What the task asks: Show each line of the data below that has the string "linecap" in it.

Saved data entries:
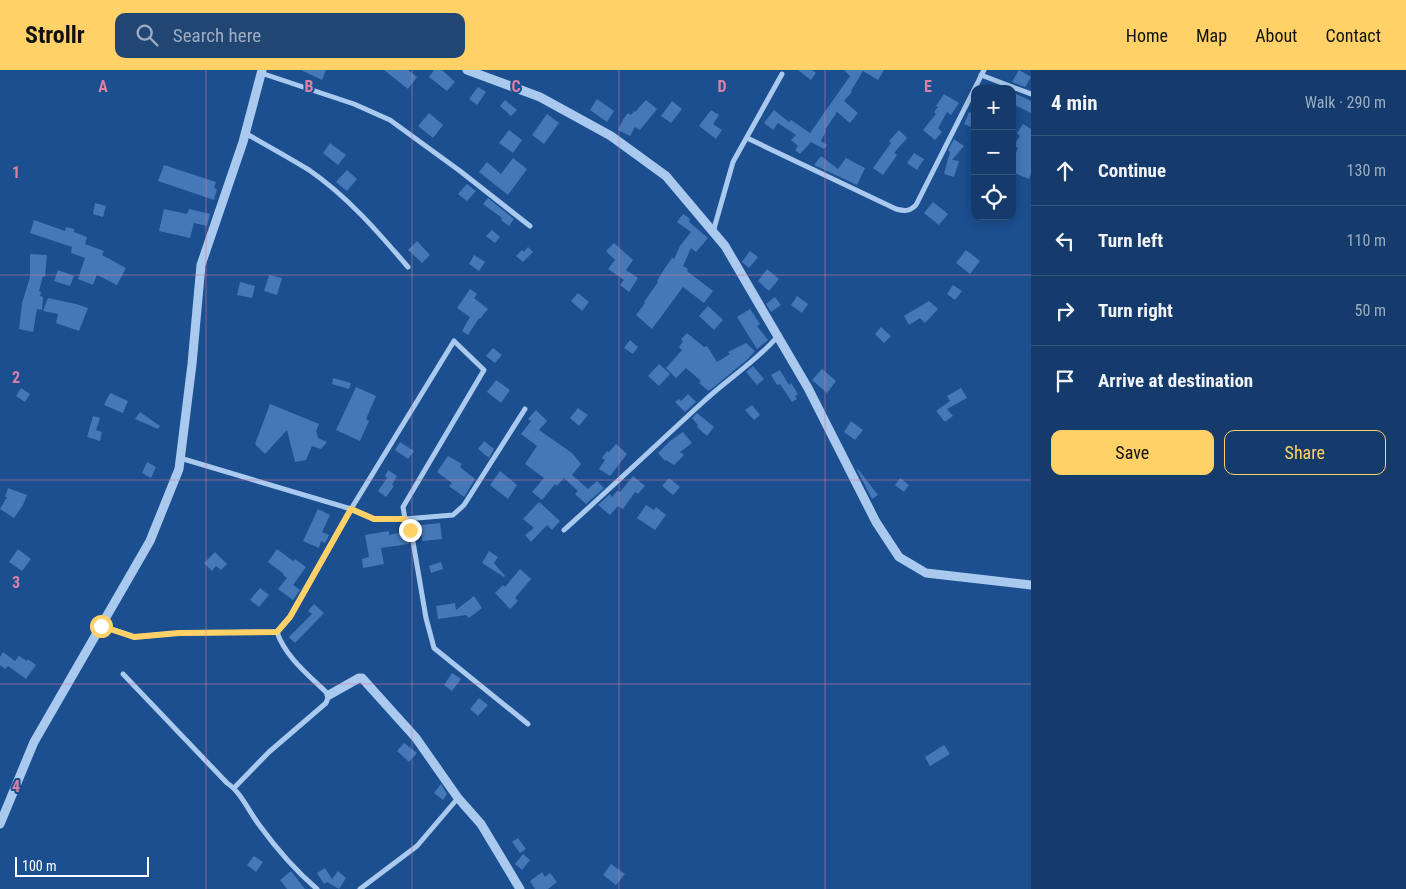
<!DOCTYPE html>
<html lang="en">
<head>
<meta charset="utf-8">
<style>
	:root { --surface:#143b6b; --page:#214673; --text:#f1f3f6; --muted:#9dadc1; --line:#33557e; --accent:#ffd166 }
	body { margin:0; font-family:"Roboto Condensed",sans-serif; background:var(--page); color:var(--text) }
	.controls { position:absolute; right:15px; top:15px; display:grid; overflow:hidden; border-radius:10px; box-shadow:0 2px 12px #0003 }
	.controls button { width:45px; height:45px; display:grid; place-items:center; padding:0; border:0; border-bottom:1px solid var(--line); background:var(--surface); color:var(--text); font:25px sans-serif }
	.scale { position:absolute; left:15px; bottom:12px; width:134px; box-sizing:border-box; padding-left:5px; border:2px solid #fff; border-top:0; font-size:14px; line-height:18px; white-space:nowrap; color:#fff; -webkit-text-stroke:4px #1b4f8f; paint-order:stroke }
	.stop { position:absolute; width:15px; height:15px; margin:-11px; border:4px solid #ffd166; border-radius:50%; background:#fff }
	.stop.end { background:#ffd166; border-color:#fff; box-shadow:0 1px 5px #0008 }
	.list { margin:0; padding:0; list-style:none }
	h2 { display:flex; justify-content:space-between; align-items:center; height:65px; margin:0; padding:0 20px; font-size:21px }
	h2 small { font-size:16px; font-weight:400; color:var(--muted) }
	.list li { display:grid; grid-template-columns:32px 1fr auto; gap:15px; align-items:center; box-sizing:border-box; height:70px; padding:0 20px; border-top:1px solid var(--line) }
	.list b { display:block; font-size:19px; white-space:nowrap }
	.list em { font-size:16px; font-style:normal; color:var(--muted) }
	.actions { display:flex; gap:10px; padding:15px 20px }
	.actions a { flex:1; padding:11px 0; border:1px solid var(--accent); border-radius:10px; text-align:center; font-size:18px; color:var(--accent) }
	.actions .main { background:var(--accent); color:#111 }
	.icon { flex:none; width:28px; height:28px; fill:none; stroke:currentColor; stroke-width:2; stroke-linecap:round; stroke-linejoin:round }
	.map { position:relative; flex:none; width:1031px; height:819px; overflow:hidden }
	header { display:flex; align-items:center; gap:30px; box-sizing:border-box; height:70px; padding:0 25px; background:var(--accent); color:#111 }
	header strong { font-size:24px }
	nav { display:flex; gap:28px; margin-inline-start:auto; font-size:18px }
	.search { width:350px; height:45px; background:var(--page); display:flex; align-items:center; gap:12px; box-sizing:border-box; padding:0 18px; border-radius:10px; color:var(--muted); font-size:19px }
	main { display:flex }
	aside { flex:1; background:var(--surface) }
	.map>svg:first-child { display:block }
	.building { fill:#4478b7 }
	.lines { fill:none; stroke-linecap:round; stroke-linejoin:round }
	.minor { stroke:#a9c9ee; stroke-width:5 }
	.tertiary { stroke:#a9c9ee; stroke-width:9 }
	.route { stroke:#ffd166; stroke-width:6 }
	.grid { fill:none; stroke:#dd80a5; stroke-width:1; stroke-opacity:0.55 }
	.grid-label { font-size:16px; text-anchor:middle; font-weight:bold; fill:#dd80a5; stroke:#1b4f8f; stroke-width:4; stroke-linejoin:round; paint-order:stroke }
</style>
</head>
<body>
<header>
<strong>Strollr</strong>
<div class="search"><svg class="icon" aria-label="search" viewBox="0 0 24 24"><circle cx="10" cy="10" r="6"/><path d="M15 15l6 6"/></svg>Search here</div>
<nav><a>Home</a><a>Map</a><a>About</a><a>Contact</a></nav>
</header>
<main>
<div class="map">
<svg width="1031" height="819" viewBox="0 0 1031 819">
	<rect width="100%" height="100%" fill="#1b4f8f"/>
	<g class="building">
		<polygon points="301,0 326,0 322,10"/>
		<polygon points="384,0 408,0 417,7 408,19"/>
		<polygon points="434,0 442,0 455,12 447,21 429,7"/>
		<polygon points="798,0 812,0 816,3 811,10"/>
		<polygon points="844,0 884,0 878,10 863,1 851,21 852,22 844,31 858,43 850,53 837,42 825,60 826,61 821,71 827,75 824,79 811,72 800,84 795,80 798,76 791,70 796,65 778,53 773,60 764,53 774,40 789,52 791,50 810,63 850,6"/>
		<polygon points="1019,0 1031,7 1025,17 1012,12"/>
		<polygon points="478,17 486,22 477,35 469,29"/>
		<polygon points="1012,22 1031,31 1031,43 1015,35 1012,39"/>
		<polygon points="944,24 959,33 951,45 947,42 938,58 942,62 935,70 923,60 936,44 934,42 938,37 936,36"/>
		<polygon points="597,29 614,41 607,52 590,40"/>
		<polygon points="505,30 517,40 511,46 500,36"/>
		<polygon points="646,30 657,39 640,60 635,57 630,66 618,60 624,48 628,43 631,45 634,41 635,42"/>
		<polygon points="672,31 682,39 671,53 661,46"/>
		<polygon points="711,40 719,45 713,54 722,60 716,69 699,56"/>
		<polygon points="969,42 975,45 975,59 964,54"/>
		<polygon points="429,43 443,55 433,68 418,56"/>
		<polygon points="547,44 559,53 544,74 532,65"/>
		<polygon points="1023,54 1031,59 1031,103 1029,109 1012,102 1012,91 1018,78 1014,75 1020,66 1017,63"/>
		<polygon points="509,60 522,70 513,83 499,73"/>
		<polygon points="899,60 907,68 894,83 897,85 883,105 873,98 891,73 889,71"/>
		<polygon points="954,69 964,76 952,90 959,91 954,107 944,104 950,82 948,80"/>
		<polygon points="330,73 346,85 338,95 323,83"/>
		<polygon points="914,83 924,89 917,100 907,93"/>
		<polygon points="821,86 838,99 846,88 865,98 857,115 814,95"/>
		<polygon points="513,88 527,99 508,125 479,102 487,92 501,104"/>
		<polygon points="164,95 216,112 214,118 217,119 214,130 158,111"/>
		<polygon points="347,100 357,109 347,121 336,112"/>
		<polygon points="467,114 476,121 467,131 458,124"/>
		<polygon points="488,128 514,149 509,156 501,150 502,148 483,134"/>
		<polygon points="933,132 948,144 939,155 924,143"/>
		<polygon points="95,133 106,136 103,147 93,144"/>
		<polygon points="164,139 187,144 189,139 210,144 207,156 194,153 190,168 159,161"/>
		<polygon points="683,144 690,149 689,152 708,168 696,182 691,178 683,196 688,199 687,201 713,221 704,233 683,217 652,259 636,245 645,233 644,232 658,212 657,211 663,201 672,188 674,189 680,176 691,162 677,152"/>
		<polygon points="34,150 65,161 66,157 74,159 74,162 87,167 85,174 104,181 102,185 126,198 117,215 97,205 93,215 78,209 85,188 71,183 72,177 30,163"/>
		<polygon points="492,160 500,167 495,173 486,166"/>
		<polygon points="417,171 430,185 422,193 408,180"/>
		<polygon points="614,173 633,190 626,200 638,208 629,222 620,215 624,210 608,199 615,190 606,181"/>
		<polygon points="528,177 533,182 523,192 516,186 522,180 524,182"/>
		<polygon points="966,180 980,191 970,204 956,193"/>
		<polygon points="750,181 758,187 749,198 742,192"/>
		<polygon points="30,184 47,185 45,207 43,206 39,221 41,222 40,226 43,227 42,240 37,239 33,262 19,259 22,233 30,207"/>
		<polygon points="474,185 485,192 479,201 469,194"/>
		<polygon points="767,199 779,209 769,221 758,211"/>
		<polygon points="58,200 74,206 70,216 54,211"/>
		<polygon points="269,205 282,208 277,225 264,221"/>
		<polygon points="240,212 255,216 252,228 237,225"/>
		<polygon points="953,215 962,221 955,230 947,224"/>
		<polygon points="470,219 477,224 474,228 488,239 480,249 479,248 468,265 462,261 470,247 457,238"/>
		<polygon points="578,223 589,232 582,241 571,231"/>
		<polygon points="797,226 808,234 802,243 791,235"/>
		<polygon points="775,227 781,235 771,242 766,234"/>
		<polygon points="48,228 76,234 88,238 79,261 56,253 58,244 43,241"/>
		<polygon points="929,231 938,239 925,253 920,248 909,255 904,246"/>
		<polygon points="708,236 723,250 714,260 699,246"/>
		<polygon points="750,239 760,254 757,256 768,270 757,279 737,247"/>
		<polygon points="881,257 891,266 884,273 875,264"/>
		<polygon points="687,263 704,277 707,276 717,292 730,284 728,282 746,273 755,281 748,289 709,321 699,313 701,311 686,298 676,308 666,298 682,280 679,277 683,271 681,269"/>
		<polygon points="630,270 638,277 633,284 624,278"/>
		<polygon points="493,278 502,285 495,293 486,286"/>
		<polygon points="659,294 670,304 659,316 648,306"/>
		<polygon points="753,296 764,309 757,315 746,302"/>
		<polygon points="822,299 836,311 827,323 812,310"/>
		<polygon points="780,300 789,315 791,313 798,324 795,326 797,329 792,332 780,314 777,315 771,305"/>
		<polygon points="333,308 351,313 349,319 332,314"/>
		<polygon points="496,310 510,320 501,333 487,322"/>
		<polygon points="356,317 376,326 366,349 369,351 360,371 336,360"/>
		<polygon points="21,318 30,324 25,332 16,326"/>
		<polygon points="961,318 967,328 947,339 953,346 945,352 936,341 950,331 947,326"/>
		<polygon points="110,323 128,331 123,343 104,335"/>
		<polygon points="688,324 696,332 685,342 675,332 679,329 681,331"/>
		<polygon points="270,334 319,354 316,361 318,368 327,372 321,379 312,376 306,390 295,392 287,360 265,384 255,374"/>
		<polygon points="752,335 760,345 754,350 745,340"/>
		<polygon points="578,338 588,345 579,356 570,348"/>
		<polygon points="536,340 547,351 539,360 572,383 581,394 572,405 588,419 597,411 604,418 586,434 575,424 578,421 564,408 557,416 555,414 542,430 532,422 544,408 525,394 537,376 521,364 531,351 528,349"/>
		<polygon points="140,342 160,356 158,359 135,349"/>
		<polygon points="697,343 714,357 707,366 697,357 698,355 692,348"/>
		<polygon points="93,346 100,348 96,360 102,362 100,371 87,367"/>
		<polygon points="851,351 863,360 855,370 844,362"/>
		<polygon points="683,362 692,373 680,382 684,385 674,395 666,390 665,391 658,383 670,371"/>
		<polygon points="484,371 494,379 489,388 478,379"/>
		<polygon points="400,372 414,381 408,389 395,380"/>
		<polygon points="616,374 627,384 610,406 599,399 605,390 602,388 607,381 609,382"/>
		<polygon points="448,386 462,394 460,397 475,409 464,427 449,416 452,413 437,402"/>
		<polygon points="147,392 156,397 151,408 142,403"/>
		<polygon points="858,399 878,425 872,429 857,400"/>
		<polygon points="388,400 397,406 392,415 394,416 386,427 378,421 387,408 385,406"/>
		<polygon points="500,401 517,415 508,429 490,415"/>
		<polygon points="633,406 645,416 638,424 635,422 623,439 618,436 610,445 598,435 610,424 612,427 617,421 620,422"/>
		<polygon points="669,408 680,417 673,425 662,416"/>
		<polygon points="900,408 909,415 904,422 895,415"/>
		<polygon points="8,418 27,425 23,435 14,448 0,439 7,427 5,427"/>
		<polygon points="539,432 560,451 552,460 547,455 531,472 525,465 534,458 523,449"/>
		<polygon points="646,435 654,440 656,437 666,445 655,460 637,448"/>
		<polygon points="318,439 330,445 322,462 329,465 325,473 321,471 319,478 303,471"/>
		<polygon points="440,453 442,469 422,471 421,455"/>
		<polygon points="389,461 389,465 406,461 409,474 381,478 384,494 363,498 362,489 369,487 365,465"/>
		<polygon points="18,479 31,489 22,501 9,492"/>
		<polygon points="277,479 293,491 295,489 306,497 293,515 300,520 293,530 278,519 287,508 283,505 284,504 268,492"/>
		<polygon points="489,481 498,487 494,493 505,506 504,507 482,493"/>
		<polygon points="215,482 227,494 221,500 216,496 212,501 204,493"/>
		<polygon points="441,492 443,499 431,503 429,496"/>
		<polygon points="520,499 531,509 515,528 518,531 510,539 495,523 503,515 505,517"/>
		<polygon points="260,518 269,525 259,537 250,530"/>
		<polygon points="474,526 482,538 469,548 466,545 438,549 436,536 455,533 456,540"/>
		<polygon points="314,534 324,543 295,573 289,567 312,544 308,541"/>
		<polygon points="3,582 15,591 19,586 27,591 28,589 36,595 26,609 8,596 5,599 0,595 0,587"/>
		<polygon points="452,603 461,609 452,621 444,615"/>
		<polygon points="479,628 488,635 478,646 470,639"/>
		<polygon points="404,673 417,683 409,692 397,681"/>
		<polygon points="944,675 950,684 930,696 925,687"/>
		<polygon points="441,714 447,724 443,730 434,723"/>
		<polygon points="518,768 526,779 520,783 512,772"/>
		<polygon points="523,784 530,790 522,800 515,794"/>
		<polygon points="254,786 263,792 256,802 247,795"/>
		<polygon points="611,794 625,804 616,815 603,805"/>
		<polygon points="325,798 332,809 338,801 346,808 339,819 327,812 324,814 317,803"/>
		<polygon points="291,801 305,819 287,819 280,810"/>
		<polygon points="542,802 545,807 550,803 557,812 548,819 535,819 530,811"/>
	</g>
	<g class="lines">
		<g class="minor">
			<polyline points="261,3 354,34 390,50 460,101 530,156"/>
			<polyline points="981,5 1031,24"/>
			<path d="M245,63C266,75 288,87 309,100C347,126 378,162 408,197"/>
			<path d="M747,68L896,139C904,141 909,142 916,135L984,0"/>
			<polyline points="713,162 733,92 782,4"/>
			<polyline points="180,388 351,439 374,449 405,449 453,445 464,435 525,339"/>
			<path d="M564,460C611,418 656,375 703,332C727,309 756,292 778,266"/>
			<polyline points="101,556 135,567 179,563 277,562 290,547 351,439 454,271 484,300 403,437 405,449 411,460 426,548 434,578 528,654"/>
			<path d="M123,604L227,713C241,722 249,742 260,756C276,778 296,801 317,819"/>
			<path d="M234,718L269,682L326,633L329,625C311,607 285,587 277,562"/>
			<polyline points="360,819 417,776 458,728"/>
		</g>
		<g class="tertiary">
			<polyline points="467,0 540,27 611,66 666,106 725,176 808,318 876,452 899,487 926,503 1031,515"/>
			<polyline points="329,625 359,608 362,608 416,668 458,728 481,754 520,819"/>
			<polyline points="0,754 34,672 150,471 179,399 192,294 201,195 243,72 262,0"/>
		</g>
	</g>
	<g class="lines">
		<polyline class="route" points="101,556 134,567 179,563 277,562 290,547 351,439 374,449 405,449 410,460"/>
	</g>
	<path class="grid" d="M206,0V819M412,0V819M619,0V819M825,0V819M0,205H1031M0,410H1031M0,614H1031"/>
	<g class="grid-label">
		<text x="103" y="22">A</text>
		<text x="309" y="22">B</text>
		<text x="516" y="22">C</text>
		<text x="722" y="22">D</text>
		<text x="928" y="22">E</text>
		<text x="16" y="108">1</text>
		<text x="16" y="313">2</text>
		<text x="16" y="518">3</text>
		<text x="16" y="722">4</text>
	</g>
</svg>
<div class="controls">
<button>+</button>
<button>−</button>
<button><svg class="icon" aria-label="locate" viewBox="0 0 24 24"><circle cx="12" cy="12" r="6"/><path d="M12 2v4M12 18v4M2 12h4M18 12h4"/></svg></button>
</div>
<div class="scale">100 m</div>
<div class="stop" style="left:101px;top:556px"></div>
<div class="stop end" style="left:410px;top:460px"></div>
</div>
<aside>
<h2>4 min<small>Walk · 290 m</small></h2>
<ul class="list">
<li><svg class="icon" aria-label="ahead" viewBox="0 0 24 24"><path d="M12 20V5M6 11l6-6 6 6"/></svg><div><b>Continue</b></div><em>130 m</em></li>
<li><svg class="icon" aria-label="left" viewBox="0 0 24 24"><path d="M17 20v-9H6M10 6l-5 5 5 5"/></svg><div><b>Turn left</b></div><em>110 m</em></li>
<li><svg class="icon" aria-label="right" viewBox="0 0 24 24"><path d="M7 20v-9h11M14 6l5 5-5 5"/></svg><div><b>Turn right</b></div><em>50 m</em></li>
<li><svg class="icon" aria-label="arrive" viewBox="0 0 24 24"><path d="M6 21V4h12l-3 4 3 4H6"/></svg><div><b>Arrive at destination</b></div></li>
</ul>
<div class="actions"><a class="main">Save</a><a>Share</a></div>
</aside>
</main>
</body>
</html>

Answer space:
	.icon { flex:none; width:28px; height:28px; fill:none; stroke:currentColor; stroke-width:2; stroke-linecap:round; stroke-linejoin:round }
	.lines { fill:none; stroke-linecap:round; stroke-linejoin:round }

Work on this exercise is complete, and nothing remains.